Strongly normalizing IR #692

Open jamii opened 4 years ago

jamii commented 4 years ago

Many of our transforms are an attempt to reach some kind of normal form, with joins/filters/maps/projects etc fused and pushed down as far as they can go.

We could instead use a logical IR which doesn't specify the order of these operations:

enum LogicalRelationExpr {
  Predicate{
    inputs: Vec<LogicalRelationExpr>,
    maps: Vec<ScalarExpr>,
    filters: Vec<ScalarExpr>,
    project: Vec<usize>,
  }
  Reduce{...}
  Union{...}
  Branch{...}
}

Then in the transformation to the physical IR, we have one function that greedily takes inputs, maps, filters and projects from the logical IR.

frankmcsherry commented 4 years ago

I like this!
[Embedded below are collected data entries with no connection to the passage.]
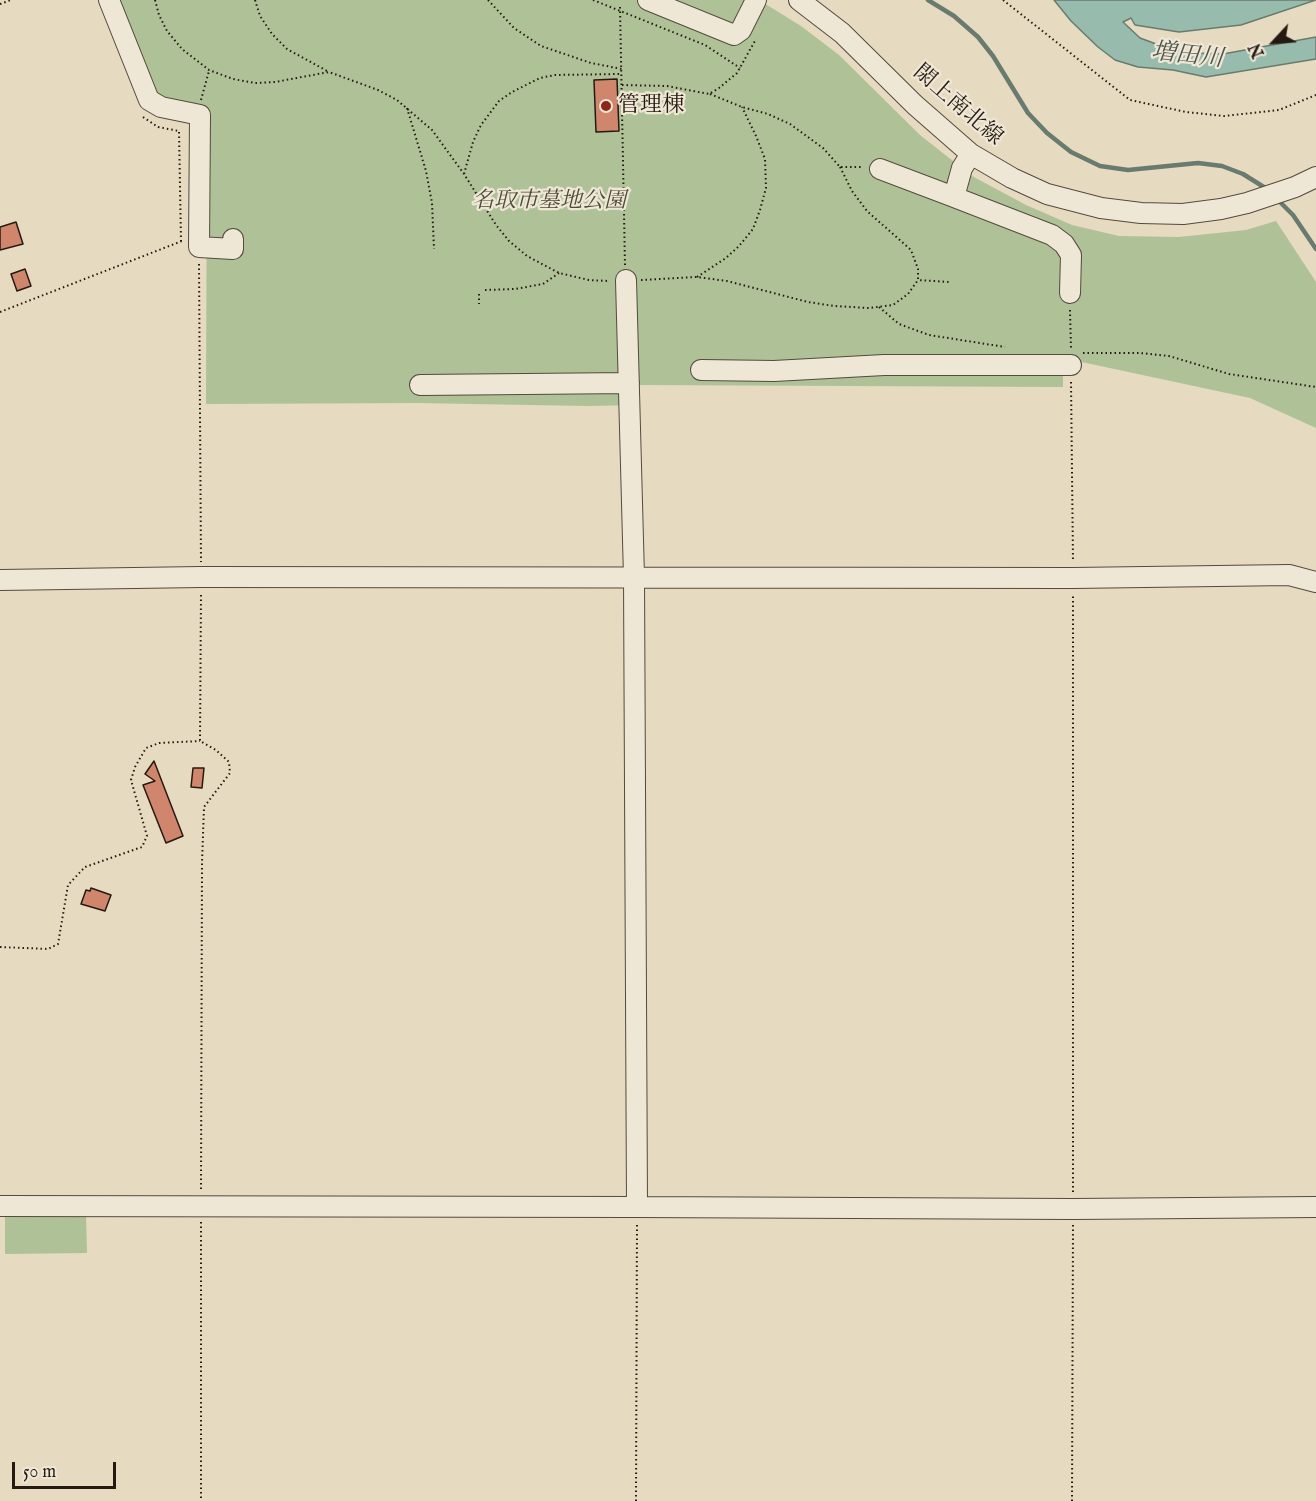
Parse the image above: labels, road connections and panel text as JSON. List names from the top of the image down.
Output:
{
  "streets": {
    "street": ["閖上南北線"]
  },
  "water": ["増田川"],
  "parks": ["名取市墓地公園"],
  "places": ["管理棟"],
  "scale_bar": "50 m",
  "north": "bottom left"
}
It seems that a lot of fragments we end up with are aggregations around joins, and to the extent that we can put and leave things in this form, hooray!

In particular, the physical planning wants the flexibility to eagerly delete columns and apply predicates, even while reordering joins. Several of our “transformations” (the first commented batch) attempt to reach such a normal form (filters around a join blob), and it would be great to think about whether the others can retain this structure.
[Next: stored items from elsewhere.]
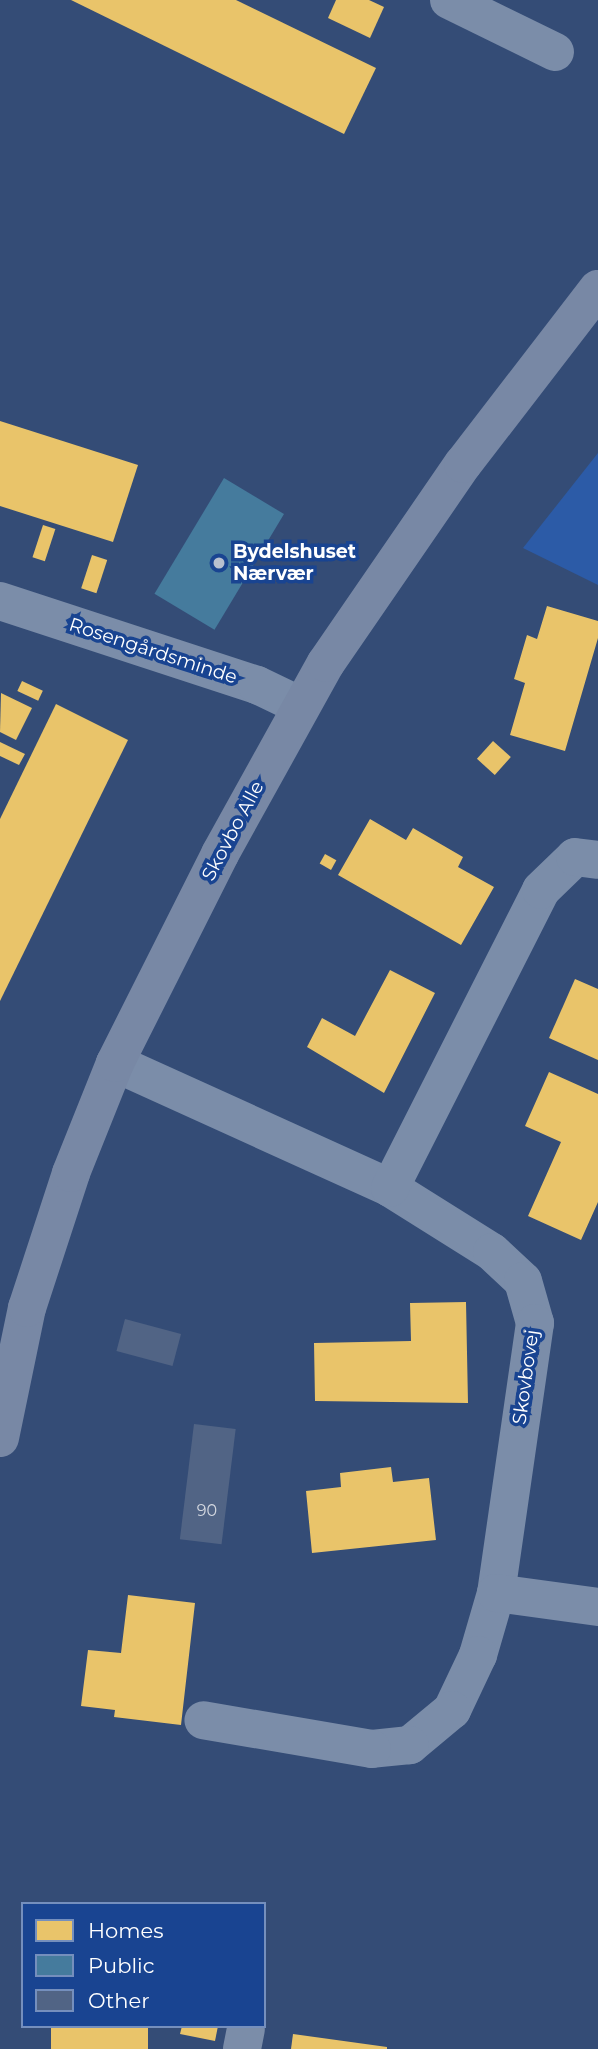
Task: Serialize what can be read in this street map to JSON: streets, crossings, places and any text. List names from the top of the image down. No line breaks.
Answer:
{"streets":{"street":["Rosengårdsminde","Skovbo Alle","Skovbovej"]},"crossings":[["Rosengårdsminde","Skovbo Alle"],["Skovbo Alle","Skovbovej"]],"places":["Bydelshuset Nærvær"],"house_numbers":["90"],"legend":["Homes","Public","Other"]}
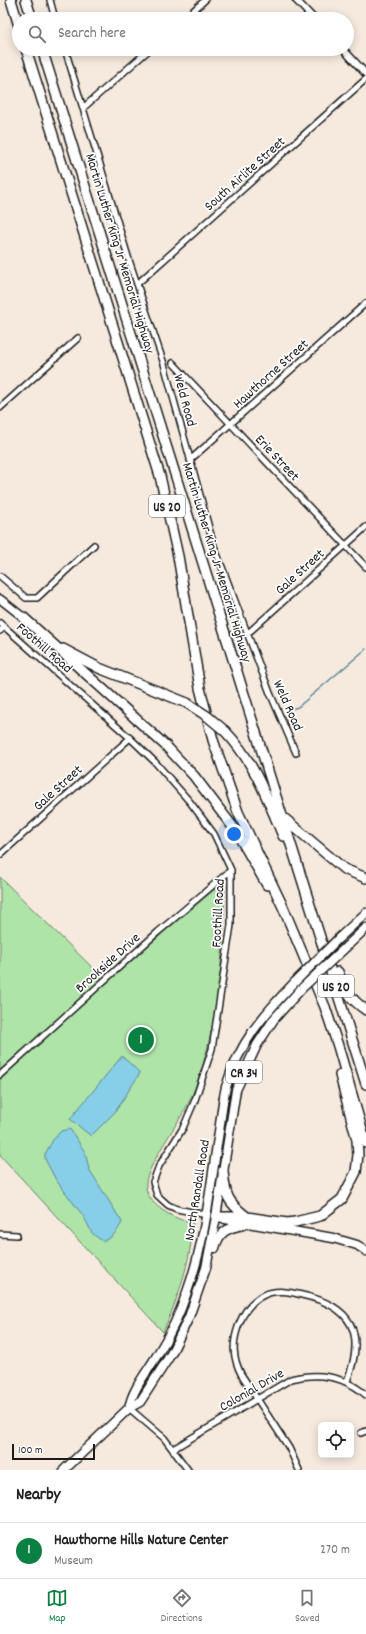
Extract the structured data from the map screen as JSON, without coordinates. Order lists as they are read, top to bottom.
{
  "streets": {
    "highway": ["Martin Luther King Jr Memorial Highway", "US 20"],
    "main road": ["CR 34", "North Randall Road"],
    "street": [
      "South Airlite Street",
      "Hawthorne Street",
      "Weld Road",
      "Erie Street",
      "Gale Street",
      "Foothill Road",
      "Brookside Drive",
      "Colonial Drive"
    ]
  },
  "crossings": [
    ["South Airlite Street", "Weld Road"],
    ["Martin Luther King Jr Memorial Highway", "US 20"],
    ["Hawthorne Street", "Weld Road"],
    ["Hawthorne Street", "Erie Street"],
    ["Weld Road", "Gale Street"],
    ["Erie Street", "Gale Street"],
    ["Gale Street", "Foothill Road"],
    ["Foothill Road", "Brookside Drive"],
    ["Foothill Road", "North Randall Road"]
  ],
  "scale_bar": "100 m",
  "page": {
    "search": "Search here",
    "pins": "1",
    "scale": "100 m",
    "heading": "Nearby",
    "list": [
      {
        "mark": "1",
        "name": "Hawthorne Hills Nature Center",
        "note": "Museum",
        "value": "270 m"
      }
    ],
    "nav": ["Map", "Directions", "Saved"]
  }
}
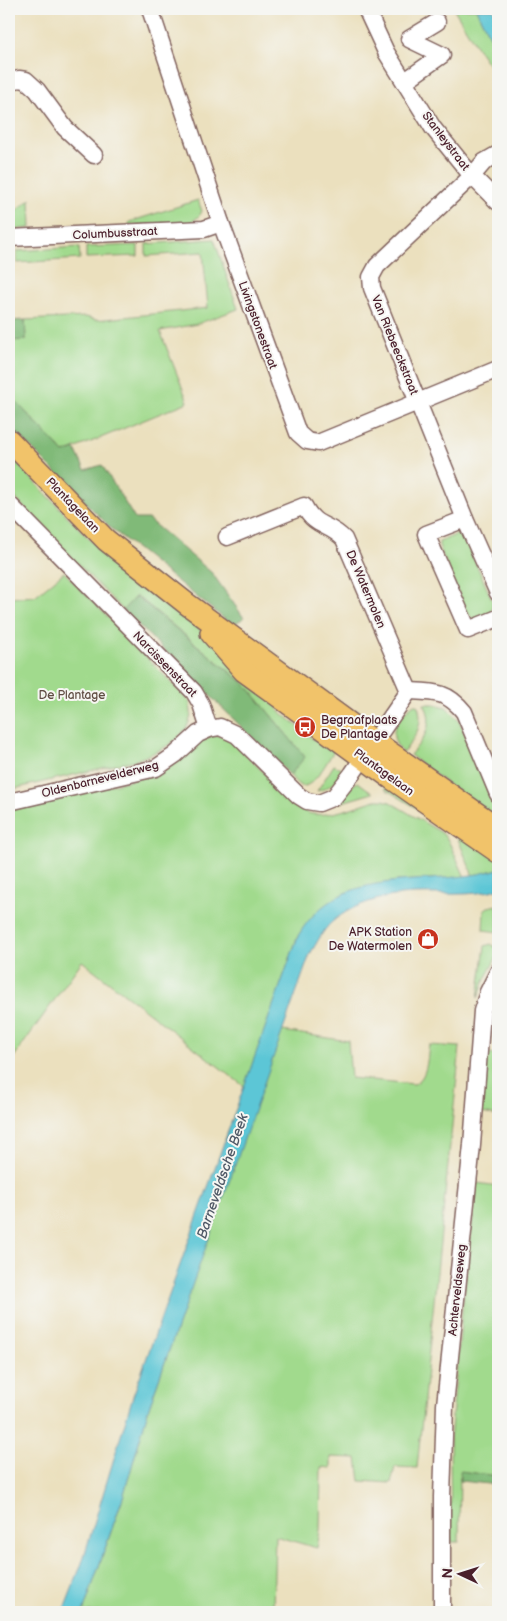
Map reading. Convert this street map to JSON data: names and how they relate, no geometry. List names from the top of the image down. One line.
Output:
{"streets":{"main road":["Plantagelaan"],"street":["Stanleystraat","Columbusstraat","Livingstonestraat","Van Riebeeckstraat","De Watermolen","Narcissenstraat","Oldenbarnevelderweg","Achterveldseweg"]},"crossings":[["Stanleystraat","Van Riebeeckstraat"],["Columbusstraat","Livingstonestraat"],["Livingstonestraat","Van Riebeeckstraat"],["Narcissenstraat","Oldenbarnevelderweg"]],"water":["Barneveldsche Beek"],"parks":["De Plantage"],"places":{"bus stop":["Begraafplaats De Plantage"],"shop":["APK Station De Watermolen"]},"north":"left"}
frankmcsherry commented 4 years ago

For example, chbench query 2 after a small (but surprising) amount of local clean-up, looks like:

Project {
  outputs: [5, 6, 31, 0, 2, 7, 9, 11, 31, 6, 0],
  Filter {
    predicates: [
      #0 = #12,
      #0 = #37,
      #8 = #30,
      #14 = #38,
      #29 = i32toi64 #5,
      #32 = #34,
      #4 ~ /^.*b$/,
      #35 ~ /^EUROP.*$/
    ],
    Join {
      variables: [],
      Get { item },
      Get { supplier },
      Get { stock },
      Get { nation },
      Get { region },
      Reduce {
        group_key: [0],
        aggregates: [min(#2)],
        Filter {
          predicates: [
            #17 = i32toi64 #18,
            #21 = #25,
            #27 = #29,
            #30 ~ /^EUROP.*$/
          ],
          Join {
            variables: [],
            Get { stock },
            Get { supplier },
            Get { nation },
            Get { region }
          }
        }
      }
    }
  }
}

This is with only fusion and elision applied, and a touch of inlining (for gets). It already has something of the appealing structure we are looking for.
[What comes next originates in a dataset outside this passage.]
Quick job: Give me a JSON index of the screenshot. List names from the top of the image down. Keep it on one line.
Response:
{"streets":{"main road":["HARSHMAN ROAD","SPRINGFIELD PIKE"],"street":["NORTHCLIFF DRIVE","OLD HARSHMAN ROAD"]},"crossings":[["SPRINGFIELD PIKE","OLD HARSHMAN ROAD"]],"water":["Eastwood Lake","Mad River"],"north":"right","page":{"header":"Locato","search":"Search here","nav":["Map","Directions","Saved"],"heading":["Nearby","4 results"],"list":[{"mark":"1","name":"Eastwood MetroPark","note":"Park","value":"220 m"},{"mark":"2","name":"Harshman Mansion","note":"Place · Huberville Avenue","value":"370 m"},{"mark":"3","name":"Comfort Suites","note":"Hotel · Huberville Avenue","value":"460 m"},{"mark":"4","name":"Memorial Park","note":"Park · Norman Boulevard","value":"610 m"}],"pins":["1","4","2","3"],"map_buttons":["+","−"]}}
However, it might be a bit too simplified already. We would love to keep the Let introduced by the branch operator, as it would help us reduce the complexity there (we are hoping to promote the outer relation out of the join it gets involved in). Unfortunately, without inlining Let the plan looks like:

    EDIT: Snipped

This query might not be the right example, sorry! It gets a sub-optimal plan that could re-use parts from the subquery, but it is actually expressed redundantly in SQL, so this isn't a self-own.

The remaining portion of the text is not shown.